## WHAT THE EXERCISE ASKS
With the images omitted, return all of the entries exactly as they stand.

*** TASK DATA ***

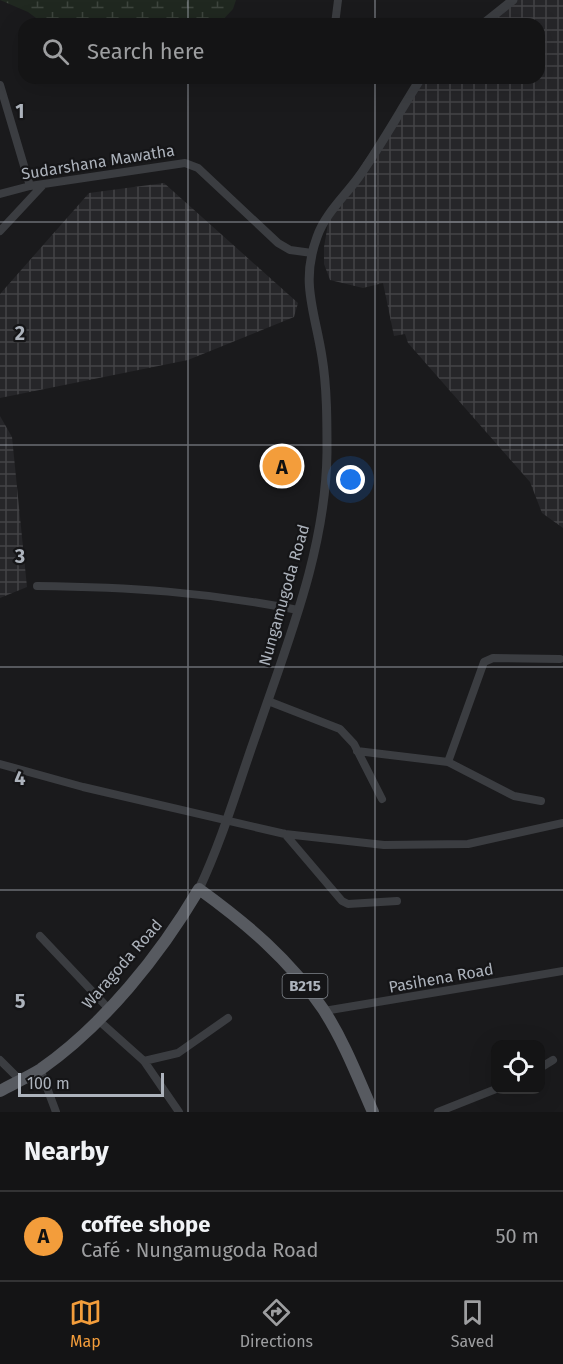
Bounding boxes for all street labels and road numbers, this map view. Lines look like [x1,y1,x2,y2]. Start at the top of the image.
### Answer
street label: Sudarshana Mawatha [20,140,176,184]
street label: Nungamugoda Road [255,522,313,668]
street label: Waragoda Road [78,915,166,1013]
street label: Pasihena Road [387,959,495,997]
road number: B215 [282,974,328,998]

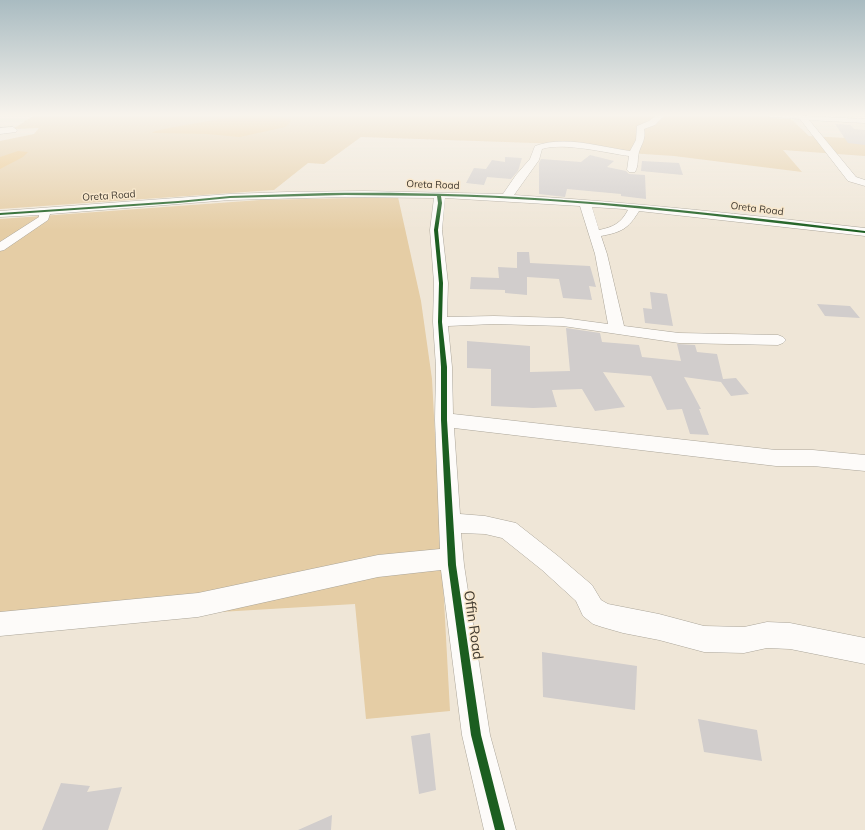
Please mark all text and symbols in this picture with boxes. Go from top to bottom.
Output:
street label: Oreta Road [406,178,460,192]
street label: Oreta Road [82,188,136,204]
street label: Oreta Road [730,200,784,218]
street label: Offin Road [460,589,486,661]

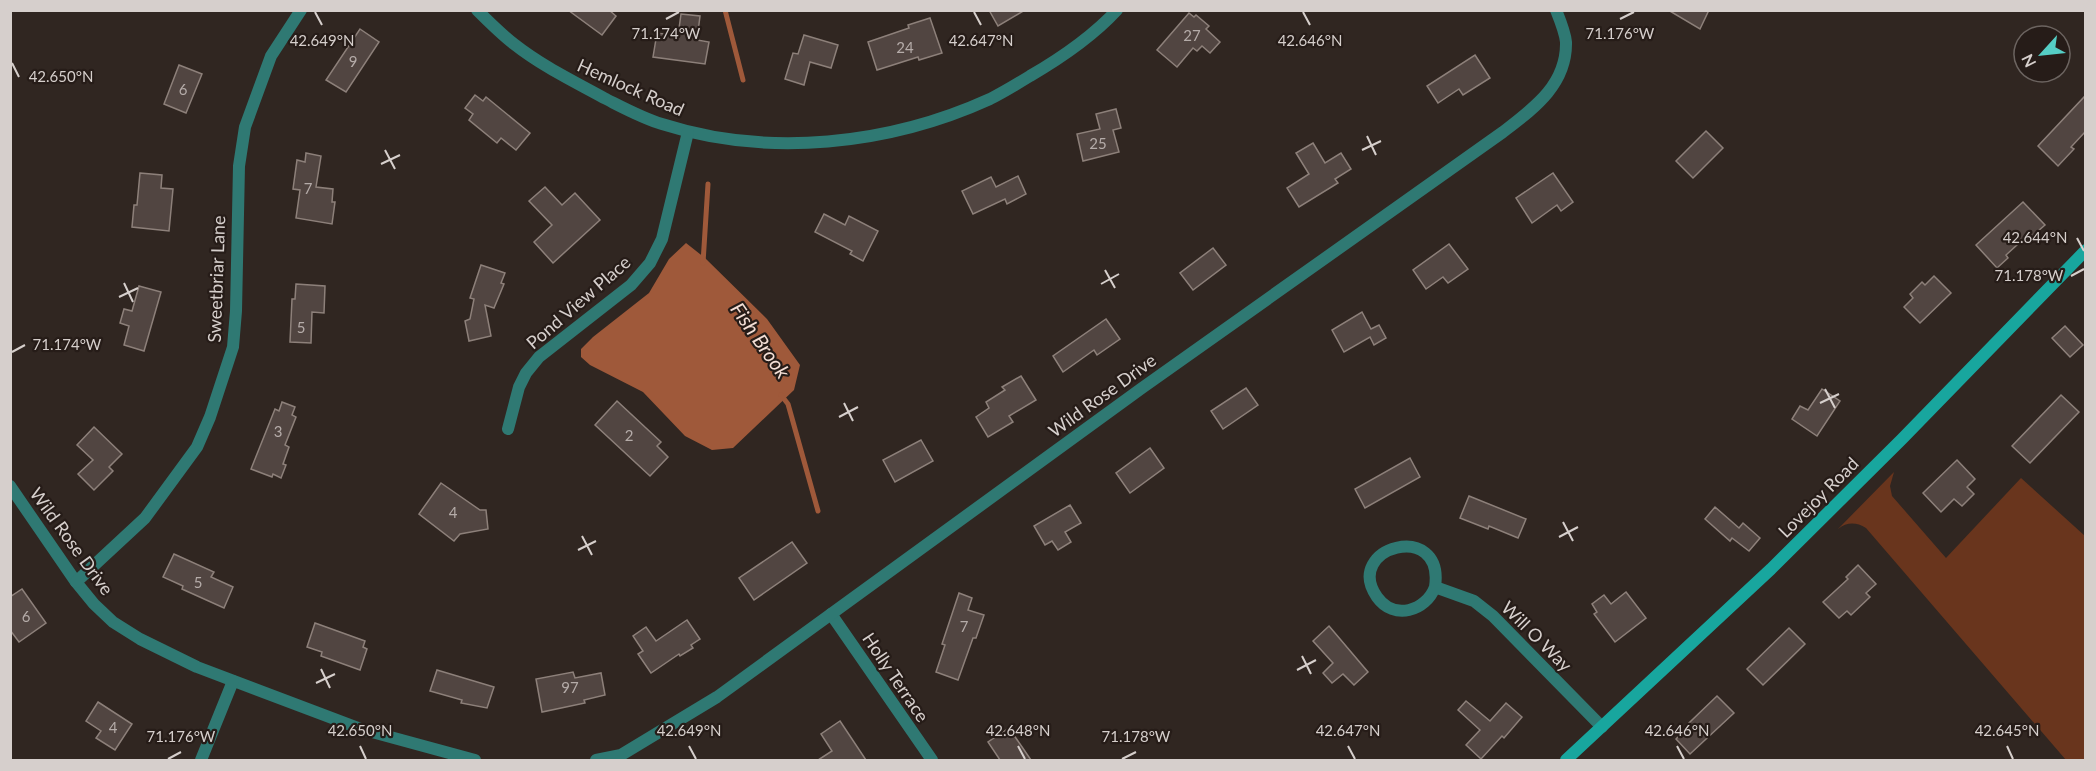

*** End of TASK DATA ***

## ANSWER SPACE
Bounding boxes for all street labels and road numbers, this map view. Lines look like [x1,y1,x2,y2]. Start at the top of the image.
### Answer
street label: Sudarshana Mawatha [20,140,176,184]
street label: Nungamugoda Road [255,522,313,668]
street label: Waragoda Road [78,915,166,1013]
street label: Pasihena Road [387,959,495,997]
road number: B215 [282,974,328,998]

Please mark all text and symbols in this picture with boxes. Go from top to bottom.
Output:
street label: Oreta Road [406,178,460,192]
street label: Oreta Road [82,188,136,204]
street label: Oreta Road [730,200,784,218]
street label: Offin Road [460,589,486,661]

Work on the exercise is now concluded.